* EXERCISE PROMPT *
Read each of the lines below and tally those with "compass"; the tally is the whole answer.

:: PROVIDED ENTRIES ::

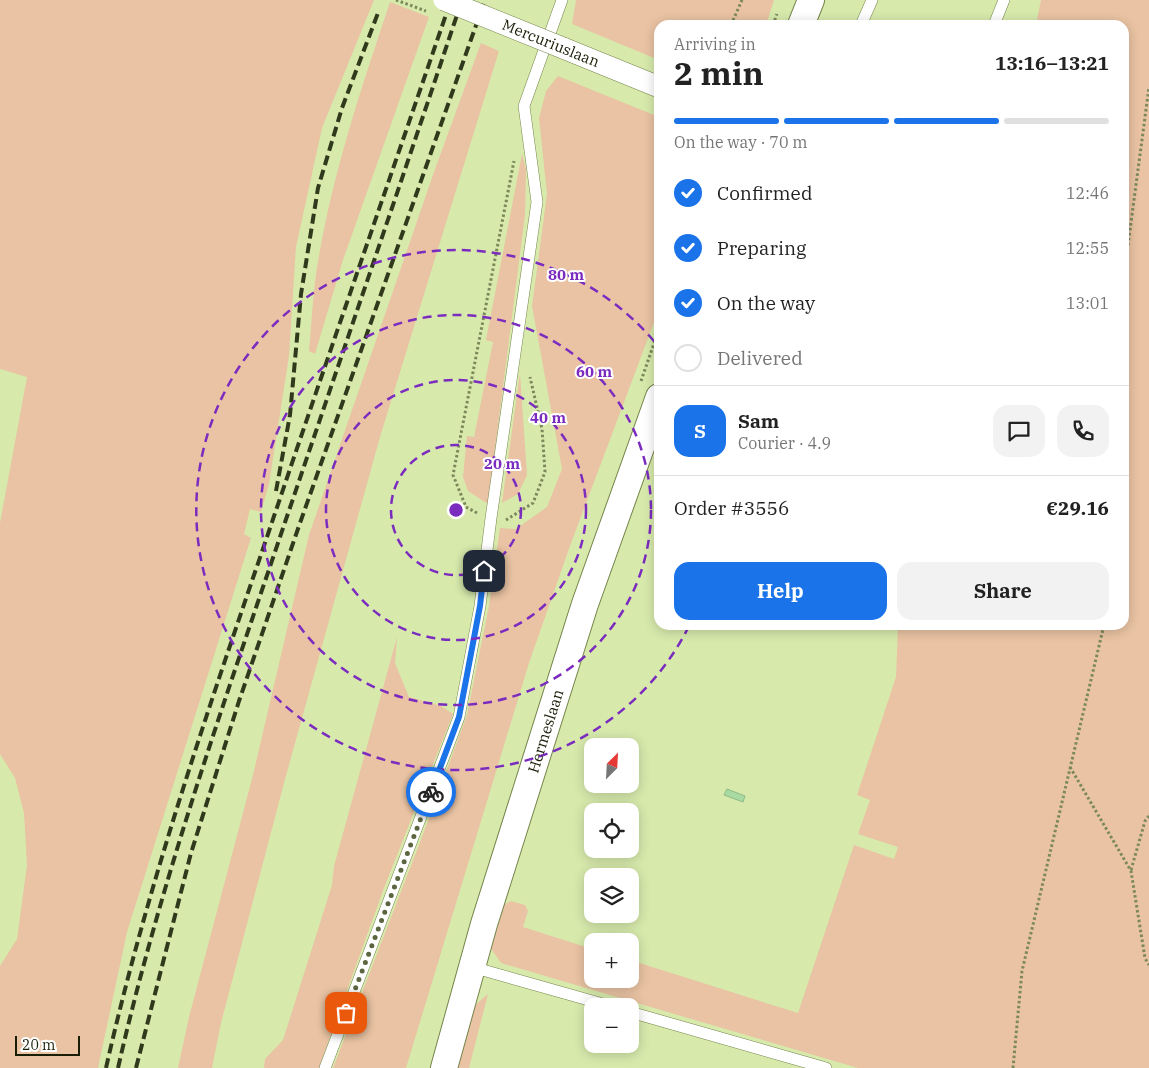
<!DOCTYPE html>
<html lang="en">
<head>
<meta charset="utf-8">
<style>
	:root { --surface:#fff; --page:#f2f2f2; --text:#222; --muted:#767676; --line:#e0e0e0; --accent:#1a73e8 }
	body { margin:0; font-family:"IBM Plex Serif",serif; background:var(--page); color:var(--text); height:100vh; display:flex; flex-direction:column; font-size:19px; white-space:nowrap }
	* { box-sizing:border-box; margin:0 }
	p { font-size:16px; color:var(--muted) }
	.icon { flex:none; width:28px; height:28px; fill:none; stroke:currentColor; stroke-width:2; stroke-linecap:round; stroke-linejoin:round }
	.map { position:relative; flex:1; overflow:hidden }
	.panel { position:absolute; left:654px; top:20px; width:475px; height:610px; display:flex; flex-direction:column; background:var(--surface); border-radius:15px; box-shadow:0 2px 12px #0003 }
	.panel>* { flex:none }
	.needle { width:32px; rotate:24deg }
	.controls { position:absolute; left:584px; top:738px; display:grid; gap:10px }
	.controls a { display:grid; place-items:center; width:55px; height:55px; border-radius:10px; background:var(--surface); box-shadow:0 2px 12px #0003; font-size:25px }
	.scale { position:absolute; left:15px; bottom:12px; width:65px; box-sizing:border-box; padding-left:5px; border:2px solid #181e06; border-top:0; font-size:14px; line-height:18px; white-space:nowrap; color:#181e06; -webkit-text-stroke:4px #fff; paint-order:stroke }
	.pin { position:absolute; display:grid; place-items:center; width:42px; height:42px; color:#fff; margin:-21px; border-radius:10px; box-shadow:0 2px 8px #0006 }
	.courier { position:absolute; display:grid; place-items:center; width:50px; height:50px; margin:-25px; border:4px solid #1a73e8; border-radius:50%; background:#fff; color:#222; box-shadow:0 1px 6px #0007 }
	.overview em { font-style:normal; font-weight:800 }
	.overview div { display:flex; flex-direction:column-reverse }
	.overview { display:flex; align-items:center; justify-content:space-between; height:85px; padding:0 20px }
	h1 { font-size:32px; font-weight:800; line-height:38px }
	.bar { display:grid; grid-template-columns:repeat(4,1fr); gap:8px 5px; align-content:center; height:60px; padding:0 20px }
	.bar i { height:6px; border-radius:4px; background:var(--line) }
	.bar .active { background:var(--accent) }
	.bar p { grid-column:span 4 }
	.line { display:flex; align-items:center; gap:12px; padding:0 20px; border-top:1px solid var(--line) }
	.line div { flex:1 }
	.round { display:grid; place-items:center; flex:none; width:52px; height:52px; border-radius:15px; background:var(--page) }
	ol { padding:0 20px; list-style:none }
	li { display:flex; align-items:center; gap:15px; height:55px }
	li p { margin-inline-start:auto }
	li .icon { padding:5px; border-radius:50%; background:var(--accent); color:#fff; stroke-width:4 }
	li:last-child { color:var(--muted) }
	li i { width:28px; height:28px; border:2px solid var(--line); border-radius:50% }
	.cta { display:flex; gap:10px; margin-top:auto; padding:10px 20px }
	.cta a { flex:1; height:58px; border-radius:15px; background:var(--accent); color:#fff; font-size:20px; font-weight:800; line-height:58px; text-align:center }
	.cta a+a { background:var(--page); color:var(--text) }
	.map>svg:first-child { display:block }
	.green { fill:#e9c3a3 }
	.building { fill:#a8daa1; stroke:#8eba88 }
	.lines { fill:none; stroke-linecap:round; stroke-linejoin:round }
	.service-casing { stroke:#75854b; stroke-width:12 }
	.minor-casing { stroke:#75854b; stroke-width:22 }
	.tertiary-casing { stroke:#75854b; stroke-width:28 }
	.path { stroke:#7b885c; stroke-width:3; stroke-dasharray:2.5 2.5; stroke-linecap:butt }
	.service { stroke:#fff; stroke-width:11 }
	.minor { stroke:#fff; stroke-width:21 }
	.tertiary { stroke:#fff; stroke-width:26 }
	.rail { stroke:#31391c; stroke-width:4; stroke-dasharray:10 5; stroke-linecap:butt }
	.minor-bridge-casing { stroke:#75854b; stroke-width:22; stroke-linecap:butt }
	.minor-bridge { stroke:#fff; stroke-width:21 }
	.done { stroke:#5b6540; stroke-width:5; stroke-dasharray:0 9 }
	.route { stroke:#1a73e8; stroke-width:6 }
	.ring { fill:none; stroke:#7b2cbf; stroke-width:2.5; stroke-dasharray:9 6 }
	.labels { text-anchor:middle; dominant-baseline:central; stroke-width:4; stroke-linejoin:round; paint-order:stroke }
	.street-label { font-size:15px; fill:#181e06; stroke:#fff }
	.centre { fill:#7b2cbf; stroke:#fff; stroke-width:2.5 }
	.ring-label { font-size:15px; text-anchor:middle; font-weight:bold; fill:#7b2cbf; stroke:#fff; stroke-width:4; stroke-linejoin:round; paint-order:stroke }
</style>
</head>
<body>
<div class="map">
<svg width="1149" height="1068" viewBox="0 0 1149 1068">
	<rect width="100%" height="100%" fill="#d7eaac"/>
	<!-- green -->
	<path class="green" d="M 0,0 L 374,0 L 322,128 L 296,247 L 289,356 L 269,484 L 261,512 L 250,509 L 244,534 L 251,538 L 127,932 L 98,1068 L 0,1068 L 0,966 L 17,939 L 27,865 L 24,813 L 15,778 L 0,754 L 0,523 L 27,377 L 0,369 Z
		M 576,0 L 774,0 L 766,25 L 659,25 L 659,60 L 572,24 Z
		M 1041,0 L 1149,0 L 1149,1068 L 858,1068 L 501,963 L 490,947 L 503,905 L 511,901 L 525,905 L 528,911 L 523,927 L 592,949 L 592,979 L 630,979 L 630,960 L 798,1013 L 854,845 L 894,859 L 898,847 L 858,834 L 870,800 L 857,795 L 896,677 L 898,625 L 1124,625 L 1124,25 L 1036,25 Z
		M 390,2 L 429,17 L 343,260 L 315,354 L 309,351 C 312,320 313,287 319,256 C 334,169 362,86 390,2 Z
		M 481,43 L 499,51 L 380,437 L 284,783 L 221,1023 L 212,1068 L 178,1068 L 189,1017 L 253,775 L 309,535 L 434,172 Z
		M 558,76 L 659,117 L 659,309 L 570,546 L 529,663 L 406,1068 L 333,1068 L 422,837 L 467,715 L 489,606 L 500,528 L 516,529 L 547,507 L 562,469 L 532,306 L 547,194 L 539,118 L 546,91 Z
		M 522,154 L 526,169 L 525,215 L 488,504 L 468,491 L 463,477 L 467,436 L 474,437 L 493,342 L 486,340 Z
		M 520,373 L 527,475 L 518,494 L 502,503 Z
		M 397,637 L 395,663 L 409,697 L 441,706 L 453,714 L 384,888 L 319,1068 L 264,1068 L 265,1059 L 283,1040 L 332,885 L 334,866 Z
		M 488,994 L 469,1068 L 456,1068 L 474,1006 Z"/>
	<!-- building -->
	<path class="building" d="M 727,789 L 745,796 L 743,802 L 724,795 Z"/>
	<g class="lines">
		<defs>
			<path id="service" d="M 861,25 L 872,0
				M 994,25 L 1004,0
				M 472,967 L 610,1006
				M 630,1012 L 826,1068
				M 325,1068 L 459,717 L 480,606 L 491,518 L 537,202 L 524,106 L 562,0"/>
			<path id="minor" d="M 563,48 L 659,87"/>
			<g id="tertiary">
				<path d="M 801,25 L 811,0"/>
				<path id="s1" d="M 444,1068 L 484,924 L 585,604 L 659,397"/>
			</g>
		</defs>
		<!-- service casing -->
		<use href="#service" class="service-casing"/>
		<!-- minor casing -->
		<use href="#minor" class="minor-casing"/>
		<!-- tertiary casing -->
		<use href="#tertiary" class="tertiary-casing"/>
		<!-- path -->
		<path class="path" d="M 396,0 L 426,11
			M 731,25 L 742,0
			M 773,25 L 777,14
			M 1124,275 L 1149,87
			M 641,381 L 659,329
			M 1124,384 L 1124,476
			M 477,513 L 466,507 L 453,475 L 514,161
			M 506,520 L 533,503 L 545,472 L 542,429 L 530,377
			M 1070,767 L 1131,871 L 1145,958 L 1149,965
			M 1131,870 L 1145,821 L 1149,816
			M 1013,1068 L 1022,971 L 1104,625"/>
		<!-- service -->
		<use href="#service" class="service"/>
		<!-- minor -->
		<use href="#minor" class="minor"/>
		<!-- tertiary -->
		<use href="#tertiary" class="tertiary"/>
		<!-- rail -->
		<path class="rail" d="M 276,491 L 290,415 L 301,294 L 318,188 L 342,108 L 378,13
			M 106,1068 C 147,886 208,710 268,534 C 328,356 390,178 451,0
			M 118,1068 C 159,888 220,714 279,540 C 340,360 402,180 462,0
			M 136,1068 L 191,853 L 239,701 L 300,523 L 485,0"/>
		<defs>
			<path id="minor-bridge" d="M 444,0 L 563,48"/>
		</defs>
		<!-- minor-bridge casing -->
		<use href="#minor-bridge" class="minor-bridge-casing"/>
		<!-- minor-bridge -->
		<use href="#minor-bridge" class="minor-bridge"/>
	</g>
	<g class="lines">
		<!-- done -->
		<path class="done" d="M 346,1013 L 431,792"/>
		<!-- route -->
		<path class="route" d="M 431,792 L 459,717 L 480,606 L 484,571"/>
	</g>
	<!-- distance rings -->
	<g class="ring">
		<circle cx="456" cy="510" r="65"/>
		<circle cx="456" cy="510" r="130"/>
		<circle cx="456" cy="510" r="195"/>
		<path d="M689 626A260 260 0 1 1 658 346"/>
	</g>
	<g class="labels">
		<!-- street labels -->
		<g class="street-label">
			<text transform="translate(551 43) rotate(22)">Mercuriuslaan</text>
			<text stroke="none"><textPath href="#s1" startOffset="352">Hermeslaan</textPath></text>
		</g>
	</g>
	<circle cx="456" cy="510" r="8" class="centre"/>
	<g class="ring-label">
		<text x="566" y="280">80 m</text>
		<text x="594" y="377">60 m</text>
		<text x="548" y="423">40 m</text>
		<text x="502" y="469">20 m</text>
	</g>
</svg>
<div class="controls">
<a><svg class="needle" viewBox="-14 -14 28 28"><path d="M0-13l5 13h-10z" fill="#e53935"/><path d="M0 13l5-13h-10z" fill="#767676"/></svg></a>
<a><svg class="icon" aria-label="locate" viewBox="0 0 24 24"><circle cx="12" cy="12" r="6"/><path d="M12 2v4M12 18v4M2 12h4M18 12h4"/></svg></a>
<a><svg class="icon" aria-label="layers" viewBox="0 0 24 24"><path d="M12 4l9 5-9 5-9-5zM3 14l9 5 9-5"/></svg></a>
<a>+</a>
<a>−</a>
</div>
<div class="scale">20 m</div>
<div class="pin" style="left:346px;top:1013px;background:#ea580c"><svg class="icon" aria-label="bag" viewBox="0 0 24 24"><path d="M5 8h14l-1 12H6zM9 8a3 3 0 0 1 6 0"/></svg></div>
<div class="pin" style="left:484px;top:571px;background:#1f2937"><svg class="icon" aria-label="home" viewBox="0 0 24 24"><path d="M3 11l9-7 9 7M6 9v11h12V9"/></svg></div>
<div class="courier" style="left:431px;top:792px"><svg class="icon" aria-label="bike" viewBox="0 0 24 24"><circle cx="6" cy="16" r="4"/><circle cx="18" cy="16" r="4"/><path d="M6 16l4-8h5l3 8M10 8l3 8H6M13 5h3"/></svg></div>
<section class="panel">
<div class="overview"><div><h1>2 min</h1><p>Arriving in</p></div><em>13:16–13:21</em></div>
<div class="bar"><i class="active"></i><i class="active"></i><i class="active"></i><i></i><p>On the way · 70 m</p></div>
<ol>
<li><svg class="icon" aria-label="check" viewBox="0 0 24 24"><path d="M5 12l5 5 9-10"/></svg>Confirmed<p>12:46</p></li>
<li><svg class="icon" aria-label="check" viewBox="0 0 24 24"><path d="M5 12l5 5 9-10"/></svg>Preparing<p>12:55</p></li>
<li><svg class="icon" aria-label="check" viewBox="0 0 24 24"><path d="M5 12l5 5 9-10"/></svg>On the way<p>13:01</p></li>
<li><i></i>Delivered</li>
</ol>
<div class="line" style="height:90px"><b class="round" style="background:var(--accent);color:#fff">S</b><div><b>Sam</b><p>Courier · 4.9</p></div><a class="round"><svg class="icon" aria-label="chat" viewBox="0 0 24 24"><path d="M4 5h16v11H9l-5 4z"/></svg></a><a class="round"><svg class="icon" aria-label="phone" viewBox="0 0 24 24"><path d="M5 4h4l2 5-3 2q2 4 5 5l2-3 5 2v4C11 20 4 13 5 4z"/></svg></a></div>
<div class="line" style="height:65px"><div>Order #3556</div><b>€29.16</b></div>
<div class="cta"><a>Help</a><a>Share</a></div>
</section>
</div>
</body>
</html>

:::
:: PROVIDED ENTRIES ::

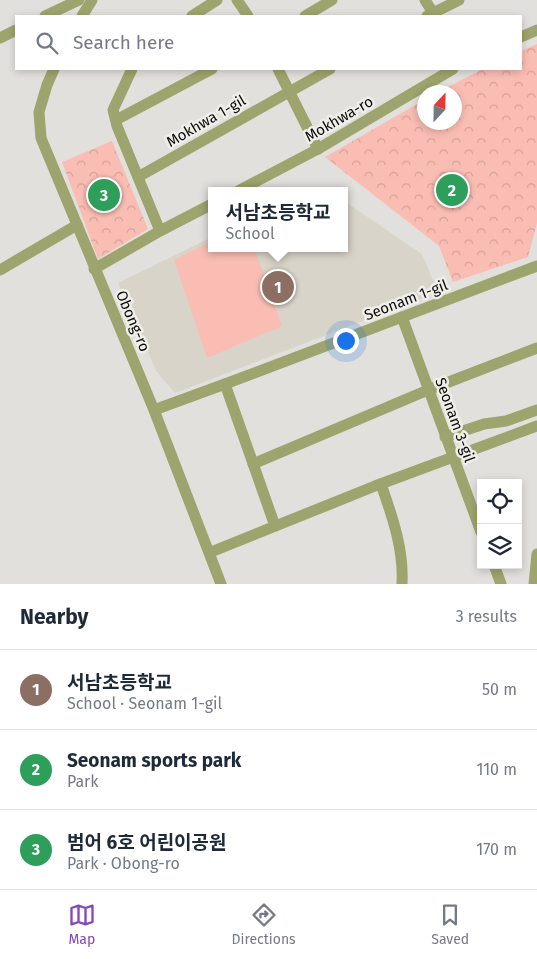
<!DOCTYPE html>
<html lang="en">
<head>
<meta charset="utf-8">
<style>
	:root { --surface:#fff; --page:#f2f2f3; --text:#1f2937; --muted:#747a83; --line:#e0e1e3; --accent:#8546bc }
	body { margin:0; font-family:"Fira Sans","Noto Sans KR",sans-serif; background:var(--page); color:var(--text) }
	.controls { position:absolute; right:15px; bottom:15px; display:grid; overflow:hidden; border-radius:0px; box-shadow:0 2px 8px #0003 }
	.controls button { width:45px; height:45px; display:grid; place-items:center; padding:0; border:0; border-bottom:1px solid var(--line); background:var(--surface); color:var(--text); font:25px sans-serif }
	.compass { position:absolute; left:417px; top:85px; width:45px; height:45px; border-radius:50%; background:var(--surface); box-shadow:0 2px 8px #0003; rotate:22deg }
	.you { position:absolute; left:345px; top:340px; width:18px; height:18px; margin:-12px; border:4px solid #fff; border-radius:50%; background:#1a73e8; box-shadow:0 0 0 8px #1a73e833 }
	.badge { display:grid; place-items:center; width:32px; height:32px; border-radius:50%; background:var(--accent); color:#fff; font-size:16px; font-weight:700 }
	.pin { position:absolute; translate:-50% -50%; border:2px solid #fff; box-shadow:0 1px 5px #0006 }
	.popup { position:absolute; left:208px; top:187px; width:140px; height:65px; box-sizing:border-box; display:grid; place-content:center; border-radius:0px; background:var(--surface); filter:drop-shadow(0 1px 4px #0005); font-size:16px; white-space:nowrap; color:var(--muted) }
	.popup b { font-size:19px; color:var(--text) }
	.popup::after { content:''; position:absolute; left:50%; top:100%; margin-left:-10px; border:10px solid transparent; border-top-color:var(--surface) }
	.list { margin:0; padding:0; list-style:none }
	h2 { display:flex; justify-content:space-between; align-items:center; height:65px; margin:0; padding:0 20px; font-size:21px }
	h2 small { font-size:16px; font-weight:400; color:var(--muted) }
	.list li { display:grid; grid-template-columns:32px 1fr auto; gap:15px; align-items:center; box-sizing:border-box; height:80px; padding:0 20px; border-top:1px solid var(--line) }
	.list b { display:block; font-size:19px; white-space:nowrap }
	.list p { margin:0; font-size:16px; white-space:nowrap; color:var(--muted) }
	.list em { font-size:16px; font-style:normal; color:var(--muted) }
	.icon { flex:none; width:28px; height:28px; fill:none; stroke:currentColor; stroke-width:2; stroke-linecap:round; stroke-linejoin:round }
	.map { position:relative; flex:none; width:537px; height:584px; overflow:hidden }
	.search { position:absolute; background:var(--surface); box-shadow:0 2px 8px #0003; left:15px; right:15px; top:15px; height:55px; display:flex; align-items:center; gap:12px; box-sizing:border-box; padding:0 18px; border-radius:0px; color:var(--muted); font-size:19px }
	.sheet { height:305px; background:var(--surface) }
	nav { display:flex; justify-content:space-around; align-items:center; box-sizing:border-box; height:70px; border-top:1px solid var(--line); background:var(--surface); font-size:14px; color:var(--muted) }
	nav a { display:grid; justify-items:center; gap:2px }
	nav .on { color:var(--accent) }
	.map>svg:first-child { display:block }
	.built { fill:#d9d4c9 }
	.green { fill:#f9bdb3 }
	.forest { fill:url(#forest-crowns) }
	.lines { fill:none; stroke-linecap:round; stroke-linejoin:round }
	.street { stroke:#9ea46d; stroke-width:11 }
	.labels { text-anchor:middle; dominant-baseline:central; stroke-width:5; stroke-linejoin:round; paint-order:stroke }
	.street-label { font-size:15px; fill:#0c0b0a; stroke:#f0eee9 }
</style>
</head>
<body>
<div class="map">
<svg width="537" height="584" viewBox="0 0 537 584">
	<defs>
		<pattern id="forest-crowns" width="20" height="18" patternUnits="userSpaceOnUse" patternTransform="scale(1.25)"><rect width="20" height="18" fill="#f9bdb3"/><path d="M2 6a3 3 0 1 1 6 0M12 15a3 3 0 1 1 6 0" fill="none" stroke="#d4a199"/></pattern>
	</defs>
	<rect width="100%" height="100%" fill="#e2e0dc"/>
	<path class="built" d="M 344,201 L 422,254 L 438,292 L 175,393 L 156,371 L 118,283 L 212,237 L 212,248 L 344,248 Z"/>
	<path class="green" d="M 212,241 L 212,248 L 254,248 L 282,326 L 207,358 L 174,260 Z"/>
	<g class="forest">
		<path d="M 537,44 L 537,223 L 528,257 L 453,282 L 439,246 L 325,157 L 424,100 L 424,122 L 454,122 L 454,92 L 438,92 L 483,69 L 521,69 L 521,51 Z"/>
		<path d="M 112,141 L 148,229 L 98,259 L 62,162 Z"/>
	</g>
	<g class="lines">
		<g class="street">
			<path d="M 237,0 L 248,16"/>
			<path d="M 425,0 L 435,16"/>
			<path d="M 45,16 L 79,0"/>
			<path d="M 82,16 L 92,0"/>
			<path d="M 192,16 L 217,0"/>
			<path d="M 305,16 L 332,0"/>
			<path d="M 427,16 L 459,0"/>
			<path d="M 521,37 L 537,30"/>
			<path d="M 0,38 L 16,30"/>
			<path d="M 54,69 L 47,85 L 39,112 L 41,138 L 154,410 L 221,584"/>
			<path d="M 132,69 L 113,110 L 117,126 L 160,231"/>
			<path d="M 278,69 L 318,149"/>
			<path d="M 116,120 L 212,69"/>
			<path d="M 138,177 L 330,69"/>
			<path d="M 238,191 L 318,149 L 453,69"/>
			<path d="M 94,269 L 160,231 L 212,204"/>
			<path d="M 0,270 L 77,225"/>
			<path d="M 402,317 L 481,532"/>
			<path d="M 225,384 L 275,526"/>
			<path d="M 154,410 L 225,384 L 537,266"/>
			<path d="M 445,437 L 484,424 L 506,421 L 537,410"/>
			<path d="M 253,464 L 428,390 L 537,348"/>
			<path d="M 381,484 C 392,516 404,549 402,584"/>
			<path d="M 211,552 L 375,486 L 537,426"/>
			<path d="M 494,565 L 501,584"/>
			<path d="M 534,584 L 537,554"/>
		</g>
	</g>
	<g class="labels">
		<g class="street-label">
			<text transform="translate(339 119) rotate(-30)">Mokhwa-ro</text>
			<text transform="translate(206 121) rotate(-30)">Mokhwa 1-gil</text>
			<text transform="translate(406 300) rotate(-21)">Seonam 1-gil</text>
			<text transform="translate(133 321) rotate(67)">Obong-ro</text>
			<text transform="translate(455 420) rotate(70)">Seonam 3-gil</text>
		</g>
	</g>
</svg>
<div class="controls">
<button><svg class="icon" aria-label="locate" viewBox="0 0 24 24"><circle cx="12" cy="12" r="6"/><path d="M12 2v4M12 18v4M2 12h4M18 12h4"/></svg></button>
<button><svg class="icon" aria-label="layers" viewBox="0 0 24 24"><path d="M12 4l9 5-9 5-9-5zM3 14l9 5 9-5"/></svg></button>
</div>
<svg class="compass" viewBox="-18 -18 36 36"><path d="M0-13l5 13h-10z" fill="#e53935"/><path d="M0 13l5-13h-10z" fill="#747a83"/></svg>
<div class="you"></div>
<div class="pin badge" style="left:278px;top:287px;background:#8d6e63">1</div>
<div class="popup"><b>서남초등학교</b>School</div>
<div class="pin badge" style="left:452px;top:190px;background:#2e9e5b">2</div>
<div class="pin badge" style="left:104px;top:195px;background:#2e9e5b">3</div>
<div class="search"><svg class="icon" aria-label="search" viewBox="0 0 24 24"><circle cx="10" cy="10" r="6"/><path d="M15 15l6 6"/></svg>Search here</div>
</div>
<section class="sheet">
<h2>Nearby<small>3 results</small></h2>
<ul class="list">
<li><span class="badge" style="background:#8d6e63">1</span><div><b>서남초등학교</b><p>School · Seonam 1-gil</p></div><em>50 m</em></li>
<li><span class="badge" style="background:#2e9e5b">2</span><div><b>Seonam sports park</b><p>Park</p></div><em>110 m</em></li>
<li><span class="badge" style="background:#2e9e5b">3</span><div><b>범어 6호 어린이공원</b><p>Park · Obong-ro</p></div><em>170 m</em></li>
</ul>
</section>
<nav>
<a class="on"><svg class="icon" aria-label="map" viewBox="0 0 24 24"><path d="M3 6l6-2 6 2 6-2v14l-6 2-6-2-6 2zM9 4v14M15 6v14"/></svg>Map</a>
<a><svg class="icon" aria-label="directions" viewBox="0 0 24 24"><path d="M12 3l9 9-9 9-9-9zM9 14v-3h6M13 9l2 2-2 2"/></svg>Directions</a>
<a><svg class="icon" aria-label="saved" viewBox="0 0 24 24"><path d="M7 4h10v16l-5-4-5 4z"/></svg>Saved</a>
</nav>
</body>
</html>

:::

* SOLUTION FOR THIS PROBLEM *
2